De acordo com Douglas Araújo, doutor em Estudos Urbanos e Regionais e professor da Universidade Potiguar (UnP), a análise do aumento na arrecadação de multas não deve ser considerada apenas com base no aspecto financeiro, mas também na efetividade das medidas adotadas para um trânsito mais seguro. “É fundamental que a fiscalização esteja integrada a uma política sólida de segurança viária, visando a proteção e bem-estar de todos os usuários das vias públicas”, disse.

Por estar com frequência no trânsito, Pires também relatou observar constantes infrações nas ruas de Natal, mas não sentiu impressão de que houve aumento na fiscalização. “O trânsito continua caótico. As motos continuam circulando em calçadas. Não observo diminuição de infração de motos e carros”, afirmou.
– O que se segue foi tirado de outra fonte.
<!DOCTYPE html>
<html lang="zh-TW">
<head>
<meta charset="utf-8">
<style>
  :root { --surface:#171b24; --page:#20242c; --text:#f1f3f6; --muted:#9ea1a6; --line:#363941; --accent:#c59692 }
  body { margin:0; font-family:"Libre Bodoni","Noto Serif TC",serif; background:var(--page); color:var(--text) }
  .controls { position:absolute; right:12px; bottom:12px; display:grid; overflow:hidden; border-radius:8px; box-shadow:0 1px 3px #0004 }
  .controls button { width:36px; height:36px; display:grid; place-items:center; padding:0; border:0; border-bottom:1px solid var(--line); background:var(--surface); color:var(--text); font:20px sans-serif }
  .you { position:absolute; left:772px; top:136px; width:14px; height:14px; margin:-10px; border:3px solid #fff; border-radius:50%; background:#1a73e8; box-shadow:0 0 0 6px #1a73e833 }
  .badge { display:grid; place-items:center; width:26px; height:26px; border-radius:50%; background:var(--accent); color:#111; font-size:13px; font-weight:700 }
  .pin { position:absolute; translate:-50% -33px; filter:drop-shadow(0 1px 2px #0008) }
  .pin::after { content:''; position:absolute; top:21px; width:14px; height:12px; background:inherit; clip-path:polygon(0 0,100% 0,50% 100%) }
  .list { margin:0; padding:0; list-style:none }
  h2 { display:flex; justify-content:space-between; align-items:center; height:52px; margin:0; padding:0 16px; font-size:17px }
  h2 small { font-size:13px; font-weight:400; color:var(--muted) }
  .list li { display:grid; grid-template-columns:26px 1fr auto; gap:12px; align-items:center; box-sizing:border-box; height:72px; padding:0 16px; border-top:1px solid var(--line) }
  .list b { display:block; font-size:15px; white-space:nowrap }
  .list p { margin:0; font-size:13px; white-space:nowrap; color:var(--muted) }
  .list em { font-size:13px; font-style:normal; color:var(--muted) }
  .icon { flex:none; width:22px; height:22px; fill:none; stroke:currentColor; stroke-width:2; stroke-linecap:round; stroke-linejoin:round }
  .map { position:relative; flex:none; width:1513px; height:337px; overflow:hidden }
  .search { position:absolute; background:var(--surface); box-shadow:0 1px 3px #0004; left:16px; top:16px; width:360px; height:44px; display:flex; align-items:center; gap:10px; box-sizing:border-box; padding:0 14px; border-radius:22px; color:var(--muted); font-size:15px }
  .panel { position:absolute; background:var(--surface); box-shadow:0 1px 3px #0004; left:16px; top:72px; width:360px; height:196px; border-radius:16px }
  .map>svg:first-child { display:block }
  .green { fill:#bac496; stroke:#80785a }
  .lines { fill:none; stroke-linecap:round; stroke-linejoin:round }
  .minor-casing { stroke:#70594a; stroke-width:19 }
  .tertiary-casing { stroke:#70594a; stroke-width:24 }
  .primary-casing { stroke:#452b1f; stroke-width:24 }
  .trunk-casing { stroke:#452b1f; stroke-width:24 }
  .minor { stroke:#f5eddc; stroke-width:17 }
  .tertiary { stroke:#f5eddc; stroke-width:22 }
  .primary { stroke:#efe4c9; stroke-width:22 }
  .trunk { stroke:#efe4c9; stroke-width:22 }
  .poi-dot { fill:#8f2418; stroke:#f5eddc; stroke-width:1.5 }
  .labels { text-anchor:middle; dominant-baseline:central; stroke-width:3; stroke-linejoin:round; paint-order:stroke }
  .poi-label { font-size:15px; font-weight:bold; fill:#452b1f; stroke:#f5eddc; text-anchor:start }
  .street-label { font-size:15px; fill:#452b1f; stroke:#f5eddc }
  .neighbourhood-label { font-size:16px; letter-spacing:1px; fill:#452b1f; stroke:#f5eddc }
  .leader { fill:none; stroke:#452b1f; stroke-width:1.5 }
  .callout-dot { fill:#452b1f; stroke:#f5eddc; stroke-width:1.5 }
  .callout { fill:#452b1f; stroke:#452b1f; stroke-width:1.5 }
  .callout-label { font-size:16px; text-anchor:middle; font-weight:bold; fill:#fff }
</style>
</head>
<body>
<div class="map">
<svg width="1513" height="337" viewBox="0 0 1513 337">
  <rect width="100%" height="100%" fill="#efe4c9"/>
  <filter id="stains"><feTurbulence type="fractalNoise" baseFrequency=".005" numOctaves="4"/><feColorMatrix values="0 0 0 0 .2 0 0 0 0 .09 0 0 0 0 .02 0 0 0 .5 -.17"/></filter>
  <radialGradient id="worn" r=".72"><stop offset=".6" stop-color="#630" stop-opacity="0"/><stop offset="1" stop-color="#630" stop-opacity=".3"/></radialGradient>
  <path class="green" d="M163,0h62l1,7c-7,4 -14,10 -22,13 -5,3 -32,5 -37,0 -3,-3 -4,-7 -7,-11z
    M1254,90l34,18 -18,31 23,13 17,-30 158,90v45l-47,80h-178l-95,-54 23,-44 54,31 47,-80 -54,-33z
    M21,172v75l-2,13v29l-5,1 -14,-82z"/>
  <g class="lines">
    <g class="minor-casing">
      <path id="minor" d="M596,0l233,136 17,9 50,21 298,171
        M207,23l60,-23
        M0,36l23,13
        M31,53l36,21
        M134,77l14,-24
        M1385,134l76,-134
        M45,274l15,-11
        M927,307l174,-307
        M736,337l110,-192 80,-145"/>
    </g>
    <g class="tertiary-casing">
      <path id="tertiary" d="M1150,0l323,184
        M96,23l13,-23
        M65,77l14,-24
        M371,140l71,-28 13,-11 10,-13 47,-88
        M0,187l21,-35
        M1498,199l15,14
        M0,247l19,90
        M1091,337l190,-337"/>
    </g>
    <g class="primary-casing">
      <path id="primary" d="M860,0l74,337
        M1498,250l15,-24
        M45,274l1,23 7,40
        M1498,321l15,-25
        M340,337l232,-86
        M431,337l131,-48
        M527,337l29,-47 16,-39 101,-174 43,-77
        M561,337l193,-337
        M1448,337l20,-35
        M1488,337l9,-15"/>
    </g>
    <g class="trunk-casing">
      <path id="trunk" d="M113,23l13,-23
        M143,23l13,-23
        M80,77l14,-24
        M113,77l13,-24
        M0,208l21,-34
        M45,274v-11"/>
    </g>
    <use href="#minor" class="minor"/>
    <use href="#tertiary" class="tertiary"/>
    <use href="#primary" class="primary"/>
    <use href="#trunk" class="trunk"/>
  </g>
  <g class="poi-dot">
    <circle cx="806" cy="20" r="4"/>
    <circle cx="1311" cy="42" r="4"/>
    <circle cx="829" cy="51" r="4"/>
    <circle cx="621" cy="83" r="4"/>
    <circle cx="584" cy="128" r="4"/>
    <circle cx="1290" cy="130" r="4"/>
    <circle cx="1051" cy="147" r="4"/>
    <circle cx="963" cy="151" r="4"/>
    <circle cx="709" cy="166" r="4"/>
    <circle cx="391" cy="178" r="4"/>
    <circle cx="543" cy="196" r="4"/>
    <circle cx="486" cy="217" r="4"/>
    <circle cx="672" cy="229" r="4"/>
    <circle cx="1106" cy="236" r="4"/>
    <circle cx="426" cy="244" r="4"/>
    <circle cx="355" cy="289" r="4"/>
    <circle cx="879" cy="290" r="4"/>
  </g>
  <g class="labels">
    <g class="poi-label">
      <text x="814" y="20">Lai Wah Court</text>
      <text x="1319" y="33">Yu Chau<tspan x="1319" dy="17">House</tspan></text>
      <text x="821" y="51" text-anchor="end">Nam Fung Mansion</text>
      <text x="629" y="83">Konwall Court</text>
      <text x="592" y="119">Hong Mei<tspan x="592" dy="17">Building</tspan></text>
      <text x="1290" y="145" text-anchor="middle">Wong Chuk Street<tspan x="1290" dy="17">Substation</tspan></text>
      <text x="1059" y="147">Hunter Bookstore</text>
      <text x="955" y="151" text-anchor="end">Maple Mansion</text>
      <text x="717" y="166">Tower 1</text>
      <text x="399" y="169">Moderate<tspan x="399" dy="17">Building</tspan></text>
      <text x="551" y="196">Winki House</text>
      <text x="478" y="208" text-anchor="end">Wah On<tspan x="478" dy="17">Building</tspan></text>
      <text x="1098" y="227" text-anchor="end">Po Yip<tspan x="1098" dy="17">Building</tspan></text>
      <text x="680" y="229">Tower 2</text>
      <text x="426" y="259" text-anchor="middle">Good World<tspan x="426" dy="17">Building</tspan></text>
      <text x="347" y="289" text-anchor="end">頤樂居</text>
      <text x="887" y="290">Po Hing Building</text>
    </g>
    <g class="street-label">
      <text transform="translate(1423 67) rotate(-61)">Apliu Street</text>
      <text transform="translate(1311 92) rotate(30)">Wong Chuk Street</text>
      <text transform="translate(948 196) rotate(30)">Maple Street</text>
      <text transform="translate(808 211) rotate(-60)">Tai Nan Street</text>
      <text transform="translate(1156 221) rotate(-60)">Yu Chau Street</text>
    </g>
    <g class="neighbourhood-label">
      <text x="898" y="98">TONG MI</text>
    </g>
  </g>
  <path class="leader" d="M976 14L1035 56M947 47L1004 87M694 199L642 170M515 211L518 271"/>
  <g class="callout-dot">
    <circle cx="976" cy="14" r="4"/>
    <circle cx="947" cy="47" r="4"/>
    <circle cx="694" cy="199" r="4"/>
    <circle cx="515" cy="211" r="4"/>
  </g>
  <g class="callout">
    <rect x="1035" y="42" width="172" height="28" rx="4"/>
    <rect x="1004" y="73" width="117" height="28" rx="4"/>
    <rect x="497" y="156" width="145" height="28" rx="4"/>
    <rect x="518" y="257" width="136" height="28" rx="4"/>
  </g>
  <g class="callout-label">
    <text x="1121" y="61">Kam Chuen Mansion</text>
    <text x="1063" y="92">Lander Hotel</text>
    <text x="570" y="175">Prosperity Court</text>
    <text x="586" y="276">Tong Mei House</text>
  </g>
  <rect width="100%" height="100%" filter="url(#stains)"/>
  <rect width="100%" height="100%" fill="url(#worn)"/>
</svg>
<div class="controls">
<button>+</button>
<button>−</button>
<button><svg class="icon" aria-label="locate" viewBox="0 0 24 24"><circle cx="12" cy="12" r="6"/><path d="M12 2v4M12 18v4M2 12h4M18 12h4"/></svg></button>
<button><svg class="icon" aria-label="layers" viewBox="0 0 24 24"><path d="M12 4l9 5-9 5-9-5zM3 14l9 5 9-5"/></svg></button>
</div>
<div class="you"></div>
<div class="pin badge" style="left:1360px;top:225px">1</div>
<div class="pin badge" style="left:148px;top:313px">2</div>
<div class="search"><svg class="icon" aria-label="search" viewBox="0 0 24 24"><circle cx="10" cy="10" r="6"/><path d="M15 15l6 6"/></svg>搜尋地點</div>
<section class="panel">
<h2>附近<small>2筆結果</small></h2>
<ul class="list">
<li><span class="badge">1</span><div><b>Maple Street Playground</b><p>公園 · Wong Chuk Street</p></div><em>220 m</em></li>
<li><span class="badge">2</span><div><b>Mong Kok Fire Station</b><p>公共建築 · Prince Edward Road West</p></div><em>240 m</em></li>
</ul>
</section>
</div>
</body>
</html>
Outro ponto apresentado pelo motorista, foi em relação à presença de agentes da Secretaria de Mobilidade Urbana de Natal (STTU) com frequência, mas nem sempre trabalhando a favor da fluidez do trânsito. Nesta segunda-feira 4, Pires observou agentes de trânsito em cruzamentos de grande fluxo, na Avenida Senador Salgado Filho, uma das principais da cidade. “Observei isso nos cruzamentos da Salgado Filho com Nascimento de Castro, Antônio Basílio, Nevaldo Rocha e Alexandrino de Alencar. Quatro semáforos seguidos. Em todos os semáforos, [cruzamentos] obstruídos. Por volta de 19h, todos tinham pelo menos dois agentes de trânsito nos cruzamentos. Nenhum orientando o trânsito ou minimamente atento. Em todos estes semáforos tem sinalização no asfalto para não obstruir”, observou.

Segundo o motorista, também era possível observar outras infrações, como o uso de faixas exclusivas utilizadas por veículos de passeio. De acordo com Araújo, promover uma cultura de respeito às leis de trânsito requer esforços contínuos e colaborativos de vários setores da sociedade. Para ele, isso deve incluir também o ambiente escolar nas campanhas educativas e preventivas de acidentes de trânsito. “A mídia e outros meios de comunicação, como as próprias redes sociais, constituem ‘locus’ privilegiado para a difusão de uma cultura de respeito às leis de trânsito. Quando a preocupação está centrada na prevenção dos danos, assim como os gastos decorrentes desses acidentes, podem ser reduzidos consideravelmente”, defendeu.

Questionada pela reportagem, a STTU não se manifestou a respeito do aumento na arrecadação das multas de trânsito, nem quais os tipos de infração que contribuíram para o aumento no valor arrecadado em janeiro. A Pasta responsável pela mobilidade urbana em Natal também não respondeu se houve mudanças na fiscalização de trânsito ou nas políticas de aplicação de multas.

Outro questionamento realizado pela reportagem é o destino dos recursos arrecadados com as multas de trânsito pela Prefeitura de Natal. O Código de Trânsito Brasileiro (CTB) determina que a receita arrecadada com a cobrança de multas é distribuída para sinalização, fiscalização e engenharia de tráfego e de campo; aparelhamento e manutenção do policiamento de trânsito; e educação de trânsito. A STTU também foi questionada se esta verba seria destinada a melhorias na infraestrutura viária e segurança no trânsito, mas também não respondeu.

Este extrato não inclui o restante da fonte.